Some domaines use harvest as a press opportunity, inviting foreign sommeliers and sales representatives to share the experience. Domaine Jacques Lassaigne is not one of these domaines. Manu Lassaigne, a carefree devil at tastings, is all business when it comes to harvest. His team consisted of a core group of former firefighters and young cellarhands, who performed porter work, helped with the wine press, and coordinated the pickers. The pickers consisted of the local under-employed, leathery retirees, young Arab kids, tiny Chinese grandmothers, my girlfriend, and me.
|These two had the natural advantage of possessing an extremely low center of gravity. They barely had to bend down to reach the bunches.|
Following a miscommunication with Manu, we arrived fifteen minutes late on our first day. It wasn't a big deal. But it made our introduction into harvest's most enjoyable tradition all the more surprising: we'd picked for only an hour, barely working up a sweat, when everyone dropped what they were doing and assembled at the end of the field for the 9AM gouter.
The domaine's namesake Jacques Lassaigne (Manu's father) showed up in a van, from which he produced a generous array of charcuterie - andouille, fromage de tête, mousse de foie gras, etc. - along with numerous unmarked bottles of yellowed Champagne.
|This bottle's cork got stuck. So Jacques found a solution.|
This was to prove the high point of each day, the 9AM gouter. Everyone has worked up just a pang of thirst by then, which everyone slakes immediately with Champagne. But no one is quite verbal yet, due to the early hour. Cigarettes get lit. The pickers sit on thrones of overturned grape bins and gaze downhill at the lowland fog dissipating in the horizontal morning sun.
Then it's back to work.
The 2014 harvest was completed in about six days. With the exception of a brief storm on the fifth evening, the weather was splendid throughout. I think I can count on one hand the times I encountered rot or mold over the course of four days. The domaine's vines are astonishingly pristine.
Their beaming, rude health was especially striking in contrast to the Poulsard vineyards I'd been harvesting just days before in the Jura, which had suffered about 50% losses due to cherry vinegar flies...
Among the last vines we harvested were the younger vines in the Clos Sainte Sophie, the Aube's only Clos, from which Manu Lassaigne has been purchasing grapes since 2010 for a yet-to-be-released cuvée.
Interestingly, this historic vineyard is, at least to my superficial perspective, significantly less well-tended than Lassaigne's own vines further up the hill. There isn't the same grass coverage between rows; the earth is at once dustier and more impacted. The occasional Pinot vine is found among the Chardonnay, but all is harvested and vinified together.
|An historic wine press on display in a barn by the Clos Sainte Sophie.|
The Native Companion and I made potato salad for the occasion.

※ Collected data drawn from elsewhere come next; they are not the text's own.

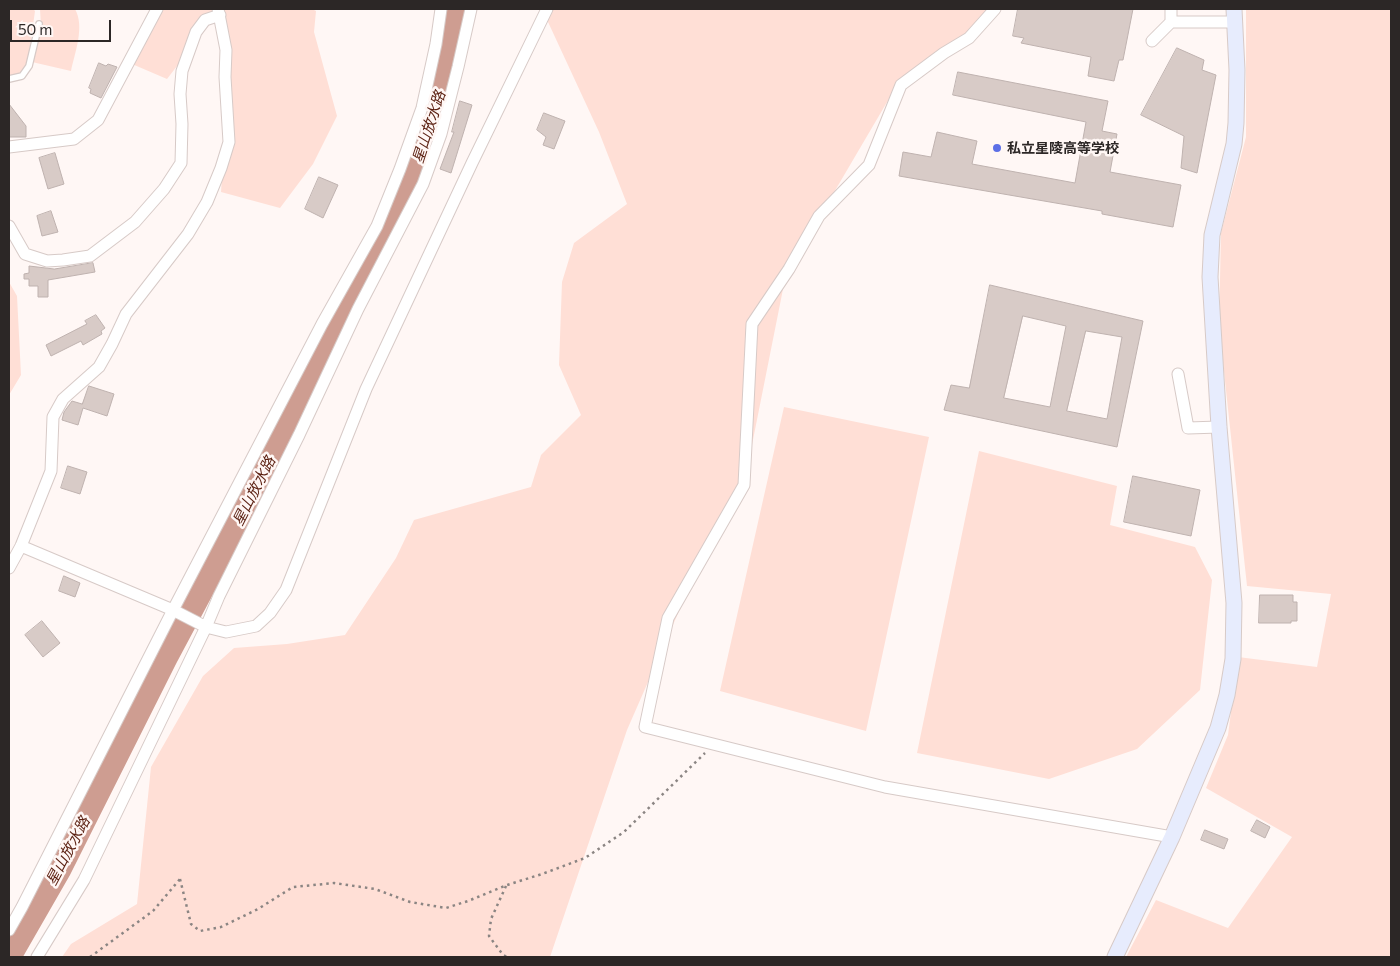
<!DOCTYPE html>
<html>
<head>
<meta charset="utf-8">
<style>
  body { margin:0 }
  #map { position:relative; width:1400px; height:966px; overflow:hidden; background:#fff7f5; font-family:Commissioner,sans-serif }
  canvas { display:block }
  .frame { position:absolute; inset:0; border:10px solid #2c2726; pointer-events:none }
  .scale { position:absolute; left:10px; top:20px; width:101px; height:22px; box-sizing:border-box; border:2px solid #2c2726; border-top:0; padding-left:6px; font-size:15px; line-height:18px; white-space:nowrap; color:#2c2726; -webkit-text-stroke:4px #fff7f5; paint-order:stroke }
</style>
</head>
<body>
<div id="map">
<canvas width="1400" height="966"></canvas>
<div class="frame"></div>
<div class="scale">50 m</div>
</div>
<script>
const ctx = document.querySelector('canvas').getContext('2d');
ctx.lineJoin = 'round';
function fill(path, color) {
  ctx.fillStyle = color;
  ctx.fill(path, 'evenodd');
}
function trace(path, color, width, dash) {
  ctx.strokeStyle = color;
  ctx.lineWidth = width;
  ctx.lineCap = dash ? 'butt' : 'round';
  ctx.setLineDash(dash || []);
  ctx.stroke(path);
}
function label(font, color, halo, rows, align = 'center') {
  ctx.font = font + ' Commissioner,"Noto Sans JP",sans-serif';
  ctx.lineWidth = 5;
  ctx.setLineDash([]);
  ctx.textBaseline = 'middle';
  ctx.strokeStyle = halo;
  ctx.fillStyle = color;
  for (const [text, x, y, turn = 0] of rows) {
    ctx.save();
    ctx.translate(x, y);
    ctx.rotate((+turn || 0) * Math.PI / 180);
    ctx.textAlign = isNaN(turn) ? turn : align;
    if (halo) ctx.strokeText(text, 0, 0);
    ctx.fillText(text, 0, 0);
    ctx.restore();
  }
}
fill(new Path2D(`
  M9 9H33L35 11 27 69 9 79Z
  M40 9H75C85 27 75 52 71 71L32 62 41 26Z
  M156 9H216L215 17 167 79 132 64Z
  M221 9H312L316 11 314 32 337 116 313 164 280 208 221 192 227 102Z
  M542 9H992L978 28 900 80 786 274 742 495 718 522 627 730 550 957H62L71 944 137 904 151 767 203 676 234 648 287 644 345 635 396 558 414 520 531 487 541 455 581 415 559 365 562 282 574 243 627 204 599 132Z
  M1246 9H1391V957H1126L1156 900 1228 928 1292 837 1206 788 1228 735 1238 657 1317 667 1331 594 1247 586 1219 325 1221 233 1246 137Z
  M9 282 17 296 21 375 9 395Z
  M784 407 929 437 866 731 720 691Z
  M979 451 1117 486 1110 525 1195 547 1212 580 1200 690 1137 749 1049 779 917 753Z`), '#ffdfd6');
trace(new Path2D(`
  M9 957 59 870 166 657 289 426 353 298 408 193 429 136 444 80 456 9`), '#ce9d91', 24);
const building = new Path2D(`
  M1018 9H1133L1123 60H1119L1114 81 1088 76 1091 57 1021 43 1024 38 1013 36Z
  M1177 48 1204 60 1202 70 1216 75 1197 173 1181 168 1184 136 1141 115Z
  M99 63 106 66 108 64 117 67 101 98 90 93 91 89 89 88Z
  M958 72 1108 101 1102 131 1117 134 1110 172 1181 185 1173 227 1102 214V211L899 176 903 152 931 157 937 132 977 141 972 164 1075 183 1086 122 953 95Z
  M460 101 472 105 451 173 440 169 454 132H452Z
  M9 104 26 126V137H9Z
  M544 113 565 121 554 149 543 145 546 137 537 130Z
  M55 153 64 184 48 189 39 158Z
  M319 177 338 185 323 218 305 209Z
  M51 211 58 232 42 236 37 216Z
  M93 263 95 272 48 280V297H38V286H29V279H24V274L29 273V266L54 269Z
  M990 285 1143 321 1117 447 944 410 951 385 969 388ZM1023 316 1066 326 1050 407 1004 398ZM1086 331 1122 337 1107 419 1067 411Z
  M96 315 105 328 101 331 102 334 83 345 81 341 51 356 46 345 87 324 85 321Z
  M89 386 114 394 107 416 83 408 78 425 62 420 64 412 72 401 82 404Z
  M68 466 87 472 80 494 61 488Z
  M1133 476 1200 490 1191 536 1124 522Z
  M64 576 80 583 75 597 59 591Z
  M1260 595H1293V602H1297V621H1291V623H1259Z
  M42 621 60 643 43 657 25 635Z
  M1257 820 1270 827 1265 838 1251 831Z
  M1205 830 1228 839 1224 849 1201 840Z`);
fill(building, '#d8cbc7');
trace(building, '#bfb2af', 1);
const lane = new Path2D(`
  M9 79 22 76 29 66 39 24`);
const street = new Path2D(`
  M995 9 969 38 944 53 901 85 869 165 819 216 789 269 752 324 744 485 668 618 645 727 885 787 1172 837
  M1171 9V22H1234
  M1152 41 1171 22
  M9 147 74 139 98 120 157 9
  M9 226 25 254 47 261 63 260 90 256 135 222 164 189 181 163 182 124 180 94 182 71 196 32 205 20 220 15
  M1178 374 1188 428 1219 427
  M21 546 173 610 206 627 226 632 256 626 270 613 286 590 366 389 472 163 547 9
  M9 568 21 546 51 471 53 417 63 399 99 367 112 344 126 314 188 234 207 202 221 168 229 142 225 77 226 50 218 9
  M9 930 22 907 173 610 322 324 377 226 400 169 422 108 436 44 441 9
  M37 957 84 880 206 627 219 596 299 435 358 309 423 184 441 134 458 67 471 9`);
const secondary = new Path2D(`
  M1115 957 1172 837 1218 728 1227 695 1233 659 1234 603 1219 427 1210 277 1212 235 1234 144 1236 123 1237 70 1234 9`);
trace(lane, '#d7cac7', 8);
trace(street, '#d7cac7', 13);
trace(secondary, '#d7cac7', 17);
trace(new Path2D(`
  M180 879 191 924 200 931 221 927 258 909 293 887 334 883 375 889 410 902 446 908 468 901 507 885 542 874 585 858 624 832 705 753
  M506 886 491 919 489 936 503 955 507 957
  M90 957 153 911 180 879`), '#8b8583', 2.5, [2.5, 4]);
trace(lane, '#fff', 5.5);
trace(street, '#fff', 11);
trace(secondary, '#e7ecfd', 15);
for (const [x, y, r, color] of [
  [997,148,5,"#5c6fe6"]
]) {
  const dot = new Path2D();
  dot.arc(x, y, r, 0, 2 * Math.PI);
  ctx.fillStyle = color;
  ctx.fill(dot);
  trace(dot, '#fff7f5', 2);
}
label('bold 14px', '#2c2726', '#fff7f5', [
  ["私立星陵高等学校",1007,148]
], 'left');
label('italic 15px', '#5a1f10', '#fff7f5', [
  ["星山放水路",429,127,-72],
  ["星山放水路",254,491,-63],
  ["星山放水路",68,851,-62]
]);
</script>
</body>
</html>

It's amazing how much shared food improves the ambience at a table. (My impression is that when you gather random French workers around a lunch table, everyone's first priority is not to be judged, whether on the quality of one's packed lunch or on one's manner of consuming it. Nourishment comes second.)
All meals were more or less rescued by Champagne, however. I later learned that the cuvée served to harvesters at morning gouter and lunch was an experimental barrel that Lassaigne left outside the cellar in the elements for a year. (This explained the slightly darker colour.) It reminded me more than a little of Jean-François Ganevat's sparkling wine: low-toned, short and pure on the palate, with savoury herbaceous notes.
Manu Lassaigne also produces, but doesn't sell, a lovely still Coteaux Champenois red from purchased Pinot Noir. He vinifies it in a notably Beaujolais-like, vin de soif style, and does all pigeage himself. He says he only makes it because his father enjoys reds, but, amusingly, Jacques later confided that he doesn't like the wine's Beaujolais-like, vin de soif style.
I had intended only to work three days of harvest, but it seemed a shame to miss "le chien," which is local slang for the end-of-harvest festivities. So I came back for a fourth day. The NC explained that at certain other Aubois domaines le chien is a riotous party long into the night. Chez Lassaigne it was sort of like a long, seated gouter, after which Manu gave the pickers a tour of the cellar.
I'd already seen the cellar on two other occasions. But for my efforts Lassaigne slipped me a bottle of yet another non-commercialised cuvée he makes from time to time, a still red Gamay. I'd had no idea any Gamay was grown that far north, but apparently so.
The bottle was from 2008. Was 2008 a good year for Coteaux Champanois Gamay? Who knows? I opened it for the occasion of a chef friend's birthday at L'Amitié Rit in Montreuil, only to have the bar owner, Thierry, rightly point out that we probably ought to have carafed it for an hour... It was a dense, high-acid, peppery black Gamay, which only began to show appreciable fruit on its final sips.
* The NC's mother, bless her, is prone to issuing morbid predictions no matter how benign or anodyne the circumstances: if one of us is, for example, about purchase a train ticket at the station, she'll announce that it might rain, there might be no seats left on the train, and that vikings will invade.